TON will continue to optimize the technical framework in the future: By parallel expansion, introducing chain sharding tools, and strengthening node checks, TON's speed and scalability advantages will continue to be promoted.
Blockchain Scalability Challenges
Blockchain scalability is an important technical challenge and a key driver of blockchain technology development: With the continuous growth of blockchain applications and the increase in the number of users, existing blockchain networks often face problems of insufficient throughput and long transaction confirmation times. The traditional design of blockchain limits its ability to handle large-scale transactions and user demands, leading to network congestion, high transaction fees, and low efficiency;
The challenge of blockchain scalability mainly stems from the distributed architecture and consensus mechanism: Firstly, the consensus mechanism and distributed nature of blockchain require every node in the network to verify and record all transactions, limiting the network's throughput. Secondly, the security and decentralization characteristics of blockchain require all nodes to maintain complete copies of the blockchain, increasing the burden of storage and transmission;
To address the challenge of blockchain scalability, researchers have proposed various scalability solutions: such as sharding, sidechains, layer 2 solutions, etc. These solutions attempt to improve the network's throughput and performance by dividing the network into smaller parts, introducing independent blockchains, or building additional structures on the main chain.

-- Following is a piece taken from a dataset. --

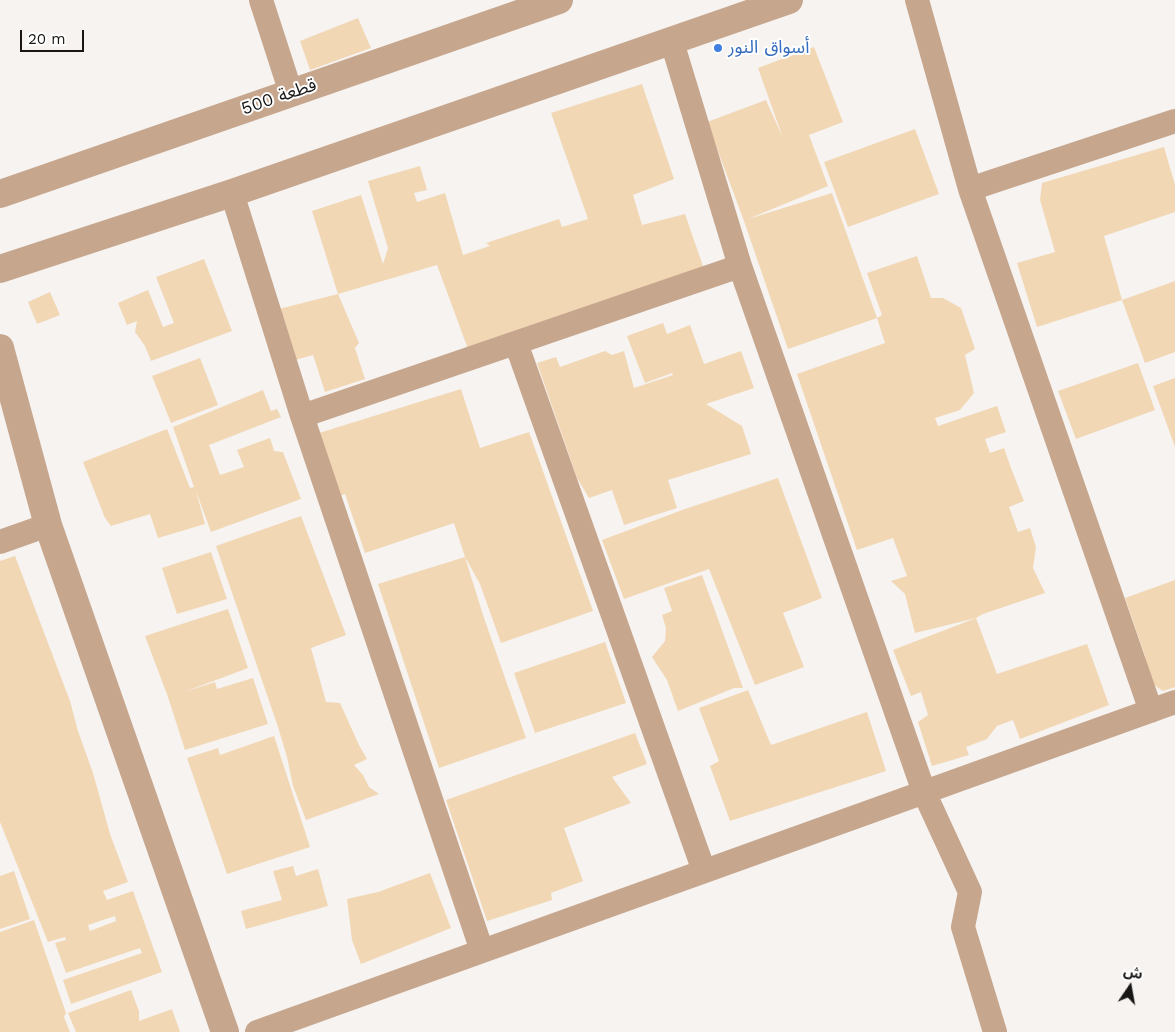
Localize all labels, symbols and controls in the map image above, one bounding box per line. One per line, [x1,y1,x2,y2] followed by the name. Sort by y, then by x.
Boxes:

However, these solutions also bring new technical challenges and security issues, such as inter-shard communication, cross-chain asset transfer, and consensus mechanism design, etc.
Sharding: The basic idea is to divide the entire blockchain network into smaller segments (or shards), each of which can independently process a portion of transactions and data. By dispersing transactions and data into different shards, the sharding mechanism can improve the overall network's throughput and performance. However, it still faces security and consistency issues in inter-shard communication and cross-shard transactions. In addition, the sharding mechanism also needs to address the design and implementation of the consensus mechanism to ensure the overall network's consistency and security;
Sidechains: Sidechain technology is a method of creating and running independent blockchains connected to the main chain (main blockchain) within a blockchain network. Sidechains can transfer assets bidirectionally with the main chain while having their own independent rules and functions. The basic principle of sidechain technology is to offload some transactions from the main chain to the sidechain for processing, thereby reducing the burden on the main chain and providing higher scalability and flexibility. However, sidechains require bidirectional asset transfer with the main chain, which requires security mechanisms and protocols to ensure the safety and consistency of assets. In addition, the design and implementation of sidechains need to consider compatibility and interoperability with the main chain;
Rollup: The basic principle is to store a large amount of transaction data in a sidechain off the main chain, and then submit the summary information of these transactions to the main chain for verification. Its advantage lies in significantly improving the scalability and performance of the blockchain network. By storing transaction data in the sidechain and using the main chain for verification, Rollup technology can greatly reduce the storage and computational burden on the main chain. However, there are concerns about centralization and security;
New consensus mechanisms: Such as Solana's POH, which associates a timestamp with each transaction, providing a verifiable time sequence for the blockchain. This time sequence can be used to verify the order and time of transactions, reducing communication costs and delays in the consensus process. Although Solana claims its TPS can reach 65,000, in reality, most TPS is for communication between nodes, and the actual data limit is only 6-8k (daily 4-5k).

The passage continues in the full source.